- [WHAT YOU SHOULD DO] In the data below, find the line containing "position:relative; width:1211px; height:2567px;", then set down that line and every later line up to and including the line containing "filter:drop-shadow(0 0 2px", exactly.

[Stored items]

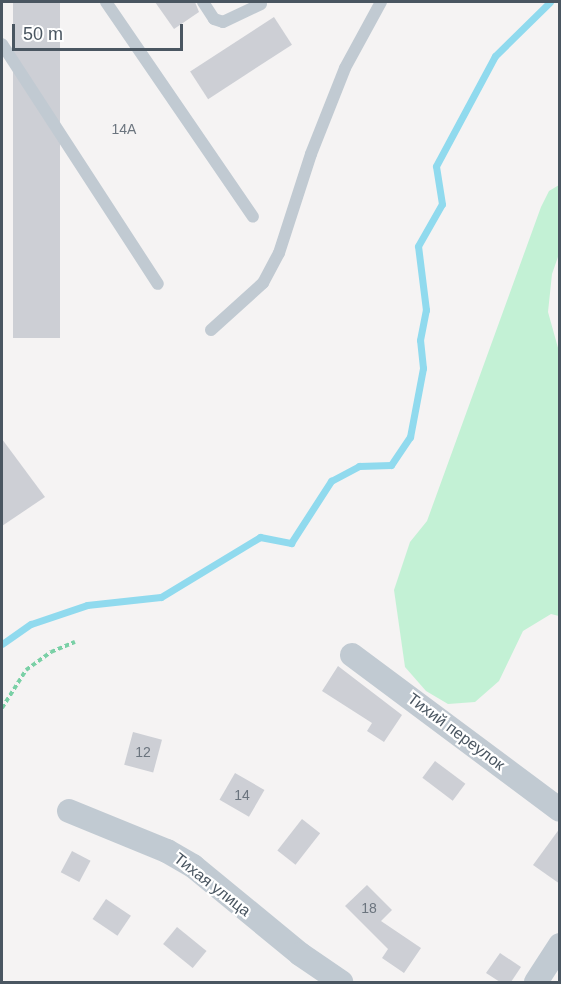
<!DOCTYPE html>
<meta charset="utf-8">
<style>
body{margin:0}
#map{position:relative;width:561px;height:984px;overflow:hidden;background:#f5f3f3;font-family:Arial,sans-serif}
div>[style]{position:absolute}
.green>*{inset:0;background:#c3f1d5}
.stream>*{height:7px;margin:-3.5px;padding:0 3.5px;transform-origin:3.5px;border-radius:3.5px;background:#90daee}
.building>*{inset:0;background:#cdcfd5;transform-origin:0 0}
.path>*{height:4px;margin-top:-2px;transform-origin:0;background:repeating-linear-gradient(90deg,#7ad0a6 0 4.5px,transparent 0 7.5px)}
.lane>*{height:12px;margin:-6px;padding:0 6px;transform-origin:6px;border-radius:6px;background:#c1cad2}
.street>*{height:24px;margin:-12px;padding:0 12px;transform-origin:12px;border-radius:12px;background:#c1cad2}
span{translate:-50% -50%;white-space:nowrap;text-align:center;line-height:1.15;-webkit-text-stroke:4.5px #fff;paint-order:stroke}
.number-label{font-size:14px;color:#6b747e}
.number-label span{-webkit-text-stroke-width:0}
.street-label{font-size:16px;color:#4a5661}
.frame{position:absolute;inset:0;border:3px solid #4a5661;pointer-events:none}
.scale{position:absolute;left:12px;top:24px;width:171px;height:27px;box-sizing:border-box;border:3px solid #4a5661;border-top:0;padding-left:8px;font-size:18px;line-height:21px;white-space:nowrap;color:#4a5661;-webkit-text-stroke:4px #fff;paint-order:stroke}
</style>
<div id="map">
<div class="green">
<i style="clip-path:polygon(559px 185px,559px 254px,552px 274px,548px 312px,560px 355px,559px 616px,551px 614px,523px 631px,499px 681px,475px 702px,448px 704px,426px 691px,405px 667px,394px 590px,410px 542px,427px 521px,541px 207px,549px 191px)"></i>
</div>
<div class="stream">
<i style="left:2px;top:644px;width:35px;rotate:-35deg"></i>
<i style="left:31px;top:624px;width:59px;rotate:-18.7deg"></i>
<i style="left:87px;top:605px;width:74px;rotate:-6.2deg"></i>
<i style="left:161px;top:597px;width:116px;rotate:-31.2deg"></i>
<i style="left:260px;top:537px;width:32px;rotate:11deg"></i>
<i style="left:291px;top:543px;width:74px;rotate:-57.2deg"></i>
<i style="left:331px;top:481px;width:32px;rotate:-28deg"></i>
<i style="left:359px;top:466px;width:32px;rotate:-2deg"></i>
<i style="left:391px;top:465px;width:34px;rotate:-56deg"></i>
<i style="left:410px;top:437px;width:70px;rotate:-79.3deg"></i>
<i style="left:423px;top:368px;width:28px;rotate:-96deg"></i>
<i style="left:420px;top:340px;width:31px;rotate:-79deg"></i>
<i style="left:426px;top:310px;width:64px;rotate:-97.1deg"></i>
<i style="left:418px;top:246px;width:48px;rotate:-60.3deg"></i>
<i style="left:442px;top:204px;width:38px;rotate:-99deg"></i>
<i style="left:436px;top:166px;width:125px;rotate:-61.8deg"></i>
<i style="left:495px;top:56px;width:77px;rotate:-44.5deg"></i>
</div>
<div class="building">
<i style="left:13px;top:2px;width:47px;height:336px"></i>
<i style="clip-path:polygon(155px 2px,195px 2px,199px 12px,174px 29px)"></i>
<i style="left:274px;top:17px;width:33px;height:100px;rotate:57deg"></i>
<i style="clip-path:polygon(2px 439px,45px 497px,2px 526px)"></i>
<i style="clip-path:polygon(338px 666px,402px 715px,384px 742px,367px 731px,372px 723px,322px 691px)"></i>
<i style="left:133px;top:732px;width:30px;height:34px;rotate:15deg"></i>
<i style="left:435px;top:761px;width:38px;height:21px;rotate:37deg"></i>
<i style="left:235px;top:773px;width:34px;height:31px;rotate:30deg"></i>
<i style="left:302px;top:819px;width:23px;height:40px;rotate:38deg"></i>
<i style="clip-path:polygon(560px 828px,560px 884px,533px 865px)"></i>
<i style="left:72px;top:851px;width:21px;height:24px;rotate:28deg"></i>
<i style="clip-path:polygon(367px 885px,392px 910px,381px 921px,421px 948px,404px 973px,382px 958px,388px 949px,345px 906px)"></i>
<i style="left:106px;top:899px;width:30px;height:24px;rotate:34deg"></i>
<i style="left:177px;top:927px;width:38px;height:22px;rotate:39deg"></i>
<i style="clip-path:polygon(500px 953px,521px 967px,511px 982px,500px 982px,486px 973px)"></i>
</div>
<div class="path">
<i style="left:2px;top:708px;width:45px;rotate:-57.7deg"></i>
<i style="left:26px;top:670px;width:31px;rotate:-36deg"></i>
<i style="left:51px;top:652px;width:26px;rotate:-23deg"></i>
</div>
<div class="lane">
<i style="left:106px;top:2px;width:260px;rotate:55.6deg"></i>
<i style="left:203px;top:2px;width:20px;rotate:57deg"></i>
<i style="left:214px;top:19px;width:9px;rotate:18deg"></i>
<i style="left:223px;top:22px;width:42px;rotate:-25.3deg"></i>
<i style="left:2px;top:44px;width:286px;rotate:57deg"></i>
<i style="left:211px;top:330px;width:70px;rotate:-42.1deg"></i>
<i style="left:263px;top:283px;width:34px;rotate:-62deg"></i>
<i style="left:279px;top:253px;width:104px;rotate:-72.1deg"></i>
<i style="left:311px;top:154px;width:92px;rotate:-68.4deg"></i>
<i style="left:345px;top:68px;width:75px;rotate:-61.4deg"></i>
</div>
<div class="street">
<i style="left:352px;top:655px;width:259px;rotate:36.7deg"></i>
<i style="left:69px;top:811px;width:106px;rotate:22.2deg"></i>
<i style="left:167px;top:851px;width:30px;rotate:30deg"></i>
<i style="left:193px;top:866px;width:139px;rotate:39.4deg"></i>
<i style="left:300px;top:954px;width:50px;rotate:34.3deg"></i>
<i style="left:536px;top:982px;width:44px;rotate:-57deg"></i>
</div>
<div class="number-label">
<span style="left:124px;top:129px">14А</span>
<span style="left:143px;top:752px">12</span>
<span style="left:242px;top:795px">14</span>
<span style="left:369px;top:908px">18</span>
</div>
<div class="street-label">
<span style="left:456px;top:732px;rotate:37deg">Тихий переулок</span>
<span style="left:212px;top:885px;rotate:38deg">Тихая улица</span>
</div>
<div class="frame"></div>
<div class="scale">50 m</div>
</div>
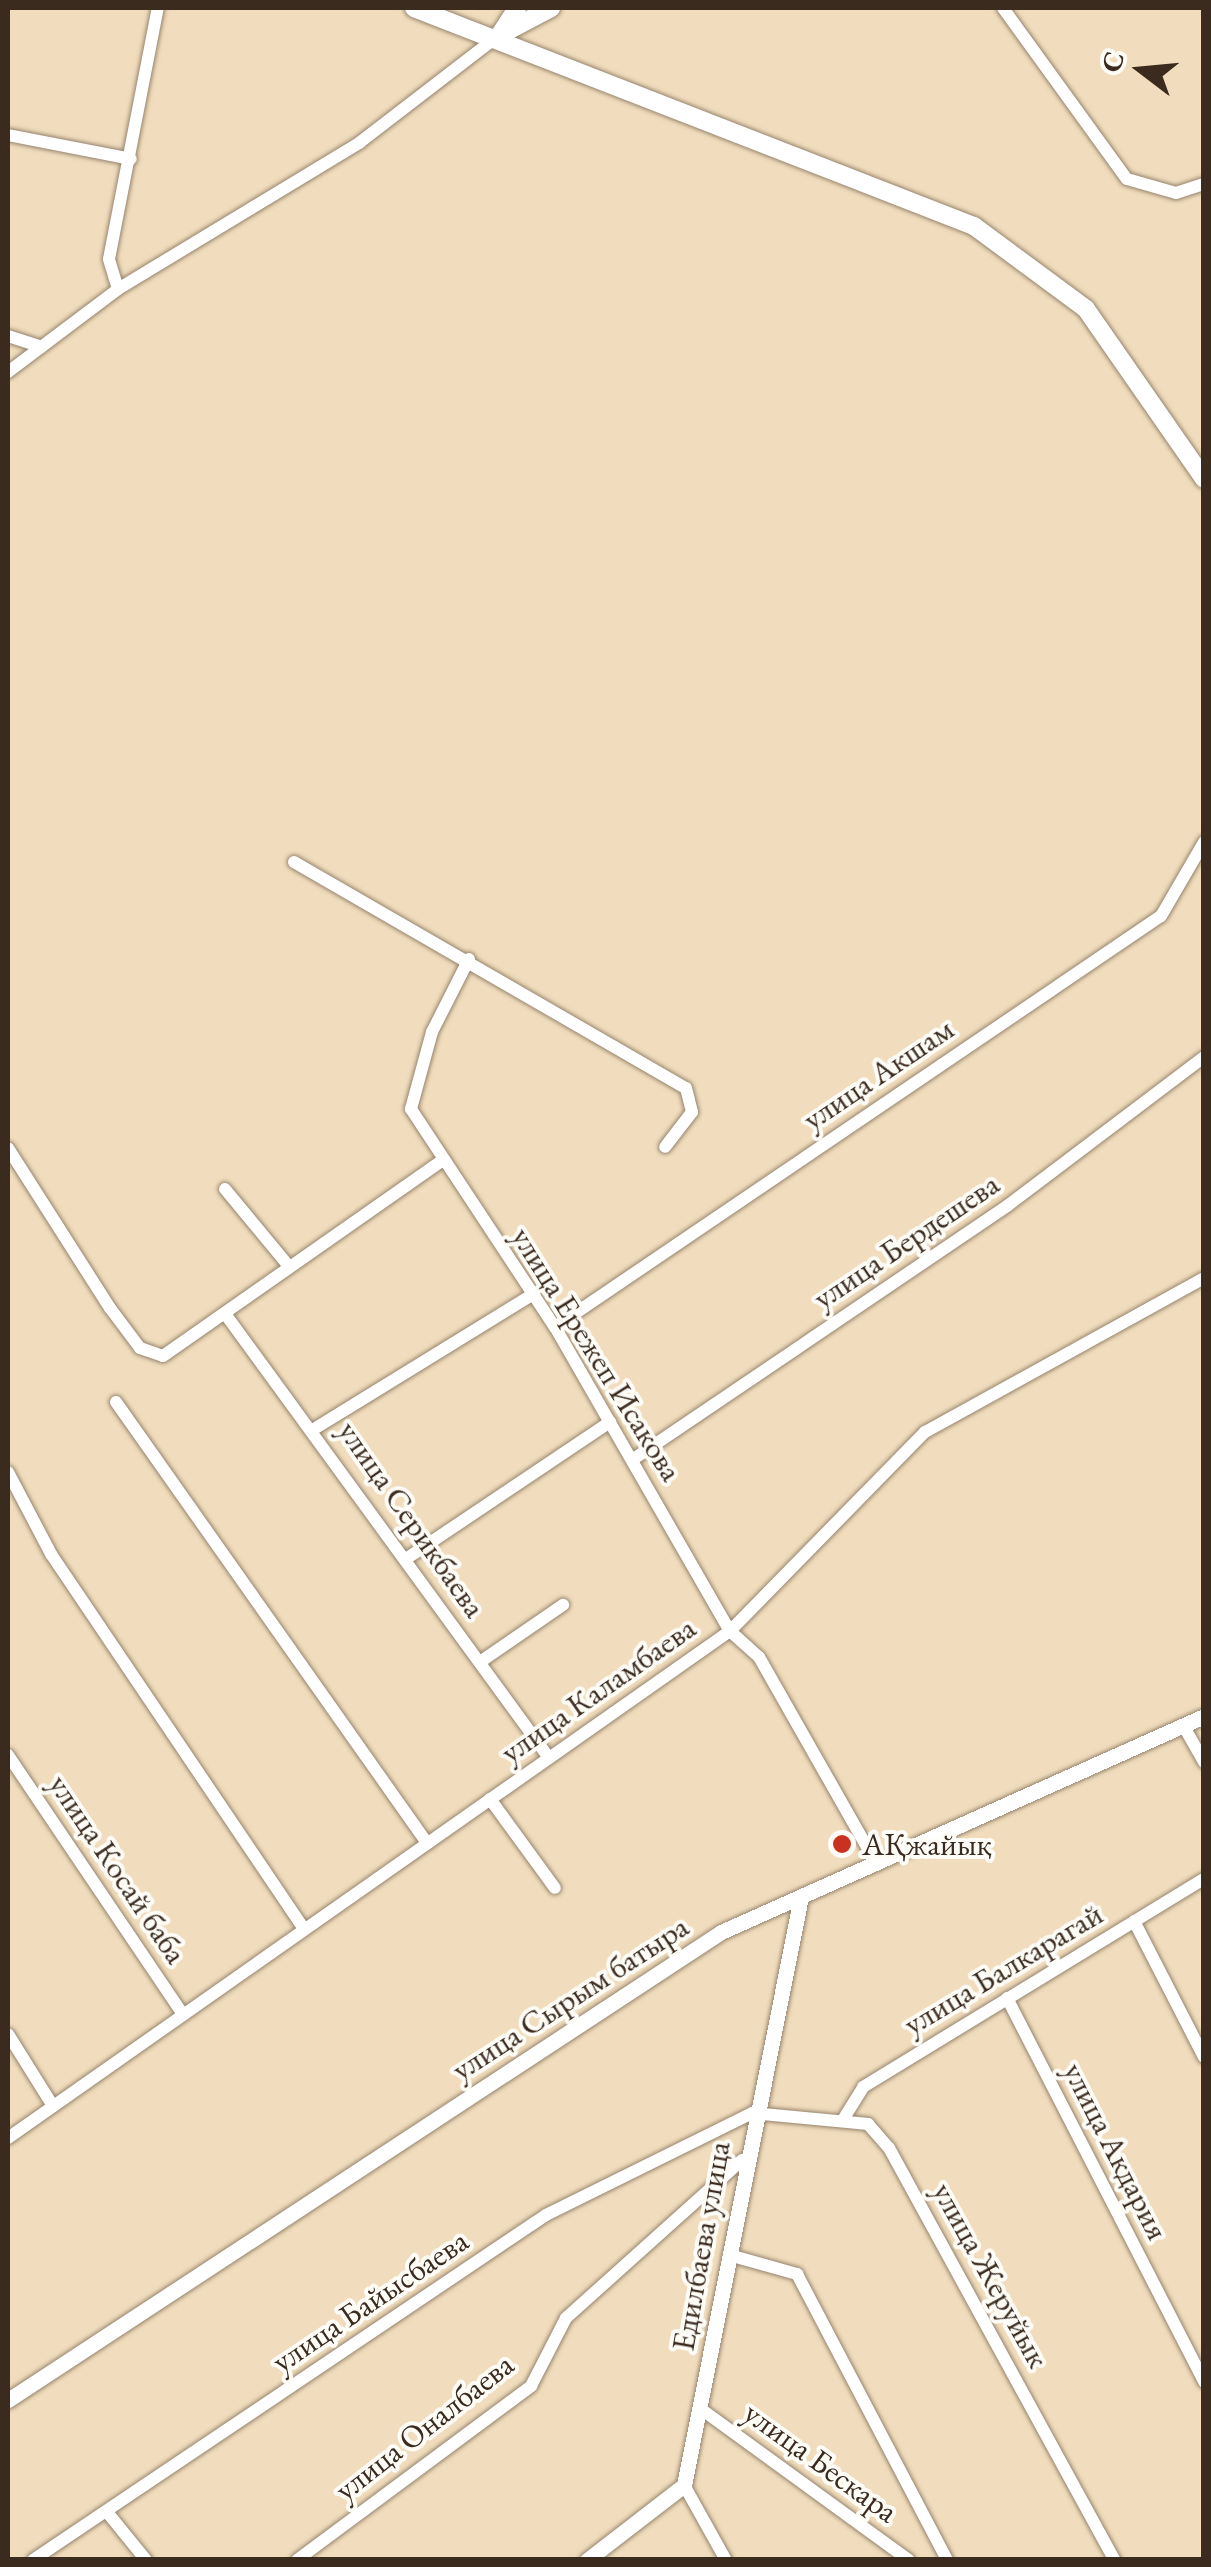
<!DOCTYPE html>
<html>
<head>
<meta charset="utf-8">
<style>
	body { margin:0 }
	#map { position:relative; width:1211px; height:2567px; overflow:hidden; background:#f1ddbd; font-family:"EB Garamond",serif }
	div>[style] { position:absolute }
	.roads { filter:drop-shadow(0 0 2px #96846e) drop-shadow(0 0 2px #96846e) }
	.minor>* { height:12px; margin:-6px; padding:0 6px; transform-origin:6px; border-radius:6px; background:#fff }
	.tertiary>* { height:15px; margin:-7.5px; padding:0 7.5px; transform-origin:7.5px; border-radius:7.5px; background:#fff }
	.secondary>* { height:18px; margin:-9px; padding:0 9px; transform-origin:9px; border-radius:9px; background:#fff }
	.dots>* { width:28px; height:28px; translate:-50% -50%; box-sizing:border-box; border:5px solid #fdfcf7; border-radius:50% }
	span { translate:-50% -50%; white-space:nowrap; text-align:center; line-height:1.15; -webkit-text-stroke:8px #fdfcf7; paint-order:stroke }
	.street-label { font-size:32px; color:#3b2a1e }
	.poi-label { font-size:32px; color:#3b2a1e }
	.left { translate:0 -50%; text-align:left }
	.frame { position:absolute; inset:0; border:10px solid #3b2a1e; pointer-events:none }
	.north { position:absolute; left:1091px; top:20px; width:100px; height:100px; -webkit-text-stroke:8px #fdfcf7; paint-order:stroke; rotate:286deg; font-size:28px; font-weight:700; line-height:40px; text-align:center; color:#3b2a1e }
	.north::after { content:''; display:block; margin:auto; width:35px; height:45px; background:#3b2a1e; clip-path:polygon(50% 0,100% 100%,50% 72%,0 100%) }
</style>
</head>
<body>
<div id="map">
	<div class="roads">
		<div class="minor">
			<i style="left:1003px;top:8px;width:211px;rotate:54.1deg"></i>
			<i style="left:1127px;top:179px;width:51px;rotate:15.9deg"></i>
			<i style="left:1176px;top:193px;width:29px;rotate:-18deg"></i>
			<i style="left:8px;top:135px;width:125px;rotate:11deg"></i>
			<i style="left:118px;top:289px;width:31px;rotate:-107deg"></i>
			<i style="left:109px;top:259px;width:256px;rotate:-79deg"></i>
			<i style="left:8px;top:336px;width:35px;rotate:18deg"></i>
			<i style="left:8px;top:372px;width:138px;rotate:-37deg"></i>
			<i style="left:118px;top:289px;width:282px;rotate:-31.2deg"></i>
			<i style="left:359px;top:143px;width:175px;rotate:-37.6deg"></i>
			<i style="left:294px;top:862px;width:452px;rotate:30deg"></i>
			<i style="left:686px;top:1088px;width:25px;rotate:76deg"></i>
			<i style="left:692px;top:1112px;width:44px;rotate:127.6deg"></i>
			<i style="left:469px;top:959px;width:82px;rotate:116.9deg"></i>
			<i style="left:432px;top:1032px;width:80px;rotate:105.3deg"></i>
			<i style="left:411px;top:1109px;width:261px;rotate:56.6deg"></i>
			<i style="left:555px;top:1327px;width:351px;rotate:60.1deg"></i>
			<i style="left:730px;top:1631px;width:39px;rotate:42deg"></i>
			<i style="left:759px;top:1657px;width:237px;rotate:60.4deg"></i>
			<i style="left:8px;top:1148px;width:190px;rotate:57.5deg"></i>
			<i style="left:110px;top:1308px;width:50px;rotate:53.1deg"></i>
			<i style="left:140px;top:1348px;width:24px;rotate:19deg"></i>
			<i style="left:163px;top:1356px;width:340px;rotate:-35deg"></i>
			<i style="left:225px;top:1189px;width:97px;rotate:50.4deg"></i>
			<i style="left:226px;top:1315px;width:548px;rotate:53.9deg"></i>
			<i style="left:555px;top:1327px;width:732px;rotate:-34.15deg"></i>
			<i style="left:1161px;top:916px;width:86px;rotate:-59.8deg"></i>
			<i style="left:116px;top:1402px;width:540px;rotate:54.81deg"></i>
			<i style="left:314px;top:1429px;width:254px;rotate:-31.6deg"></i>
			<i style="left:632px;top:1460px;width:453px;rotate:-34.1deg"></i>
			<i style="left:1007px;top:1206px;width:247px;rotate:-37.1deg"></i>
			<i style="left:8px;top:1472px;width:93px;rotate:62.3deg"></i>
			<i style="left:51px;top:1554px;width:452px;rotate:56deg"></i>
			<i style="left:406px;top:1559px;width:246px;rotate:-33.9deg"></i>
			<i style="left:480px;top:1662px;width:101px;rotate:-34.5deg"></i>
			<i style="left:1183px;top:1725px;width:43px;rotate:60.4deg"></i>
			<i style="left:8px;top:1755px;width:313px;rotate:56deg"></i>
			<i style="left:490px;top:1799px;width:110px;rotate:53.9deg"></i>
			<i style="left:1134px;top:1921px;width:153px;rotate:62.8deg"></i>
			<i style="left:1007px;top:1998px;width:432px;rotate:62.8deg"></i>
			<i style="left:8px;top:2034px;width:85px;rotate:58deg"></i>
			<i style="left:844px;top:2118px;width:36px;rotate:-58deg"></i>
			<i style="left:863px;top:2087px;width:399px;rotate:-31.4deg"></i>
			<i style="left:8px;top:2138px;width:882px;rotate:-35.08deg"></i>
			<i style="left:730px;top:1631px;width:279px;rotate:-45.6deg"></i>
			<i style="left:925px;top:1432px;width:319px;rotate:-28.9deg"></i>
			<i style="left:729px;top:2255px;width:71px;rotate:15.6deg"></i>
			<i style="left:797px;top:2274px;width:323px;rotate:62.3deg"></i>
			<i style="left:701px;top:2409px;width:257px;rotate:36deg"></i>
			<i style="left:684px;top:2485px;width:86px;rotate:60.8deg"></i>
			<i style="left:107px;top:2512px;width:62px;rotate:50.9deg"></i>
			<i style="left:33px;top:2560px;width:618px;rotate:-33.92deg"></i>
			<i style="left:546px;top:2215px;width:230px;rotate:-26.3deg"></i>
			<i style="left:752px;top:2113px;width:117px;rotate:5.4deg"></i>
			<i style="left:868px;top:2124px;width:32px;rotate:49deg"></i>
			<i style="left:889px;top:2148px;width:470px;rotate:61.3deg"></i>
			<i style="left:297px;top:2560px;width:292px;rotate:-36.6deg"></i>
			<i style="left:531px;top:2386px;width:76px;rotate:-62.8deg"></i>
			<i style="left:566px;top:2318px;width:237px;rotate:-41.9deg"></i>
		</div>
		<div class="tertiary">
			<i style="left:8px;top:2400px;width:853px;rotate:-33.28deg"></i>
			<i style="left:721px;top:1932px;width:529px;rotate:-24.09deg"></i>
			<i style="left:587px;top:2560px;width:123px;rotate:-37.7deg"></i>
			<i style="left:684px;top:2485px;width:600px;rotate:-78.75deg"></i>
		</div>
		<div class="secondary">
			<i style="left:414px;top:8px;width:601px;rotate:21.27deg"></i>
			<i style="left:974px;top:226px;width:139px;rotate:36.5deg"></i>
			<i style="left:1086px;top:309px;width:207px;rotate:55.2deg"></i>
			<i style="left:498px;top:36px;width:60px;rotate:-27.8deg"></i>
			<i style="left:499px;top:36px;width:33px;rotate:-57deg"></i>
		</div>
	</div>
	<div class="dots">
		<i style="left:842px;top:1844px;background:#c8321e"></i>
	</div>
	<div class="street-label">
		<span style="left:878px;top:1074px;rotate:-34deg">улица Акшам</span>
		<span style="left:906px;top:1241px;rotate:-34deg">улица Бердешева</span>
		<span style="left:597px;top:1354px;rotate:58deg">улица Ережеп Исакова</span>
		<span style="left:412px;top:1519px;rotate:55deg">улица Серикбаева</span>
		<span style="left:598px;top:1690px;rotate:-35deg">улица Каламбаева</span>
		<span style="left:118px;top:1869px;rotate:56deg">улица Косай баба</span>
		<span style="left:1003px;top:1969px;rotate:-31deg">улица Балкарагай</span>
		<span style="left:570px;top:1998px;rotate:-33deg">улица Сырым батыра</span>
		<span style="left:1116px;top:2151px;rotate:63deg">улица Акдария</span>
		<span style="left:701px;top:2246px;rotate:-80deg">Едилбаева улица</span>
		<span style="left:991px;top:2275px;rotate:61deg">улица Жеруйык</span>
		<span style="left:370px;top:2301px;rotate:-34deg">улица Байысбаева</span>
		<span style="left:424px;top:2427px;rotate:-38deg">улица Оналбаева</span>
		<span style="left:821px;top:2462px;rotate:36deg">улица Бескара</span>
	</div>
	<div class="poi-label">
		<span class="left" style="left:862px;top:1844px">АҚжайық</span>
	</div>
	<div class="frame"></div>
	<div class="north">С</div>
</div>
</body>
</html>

- [TASK SOLUTION]
	#map { position:relative; width:1211px; height:2567px; overflow:hidden; background:#f1ddbd; font-family:"EB Garamond",serif }
	div>[style] { position:absolute }
	.roads { filter:drop-shadow(0 0 2px #96846e) drop-shadow(0 0 2px #96846e) }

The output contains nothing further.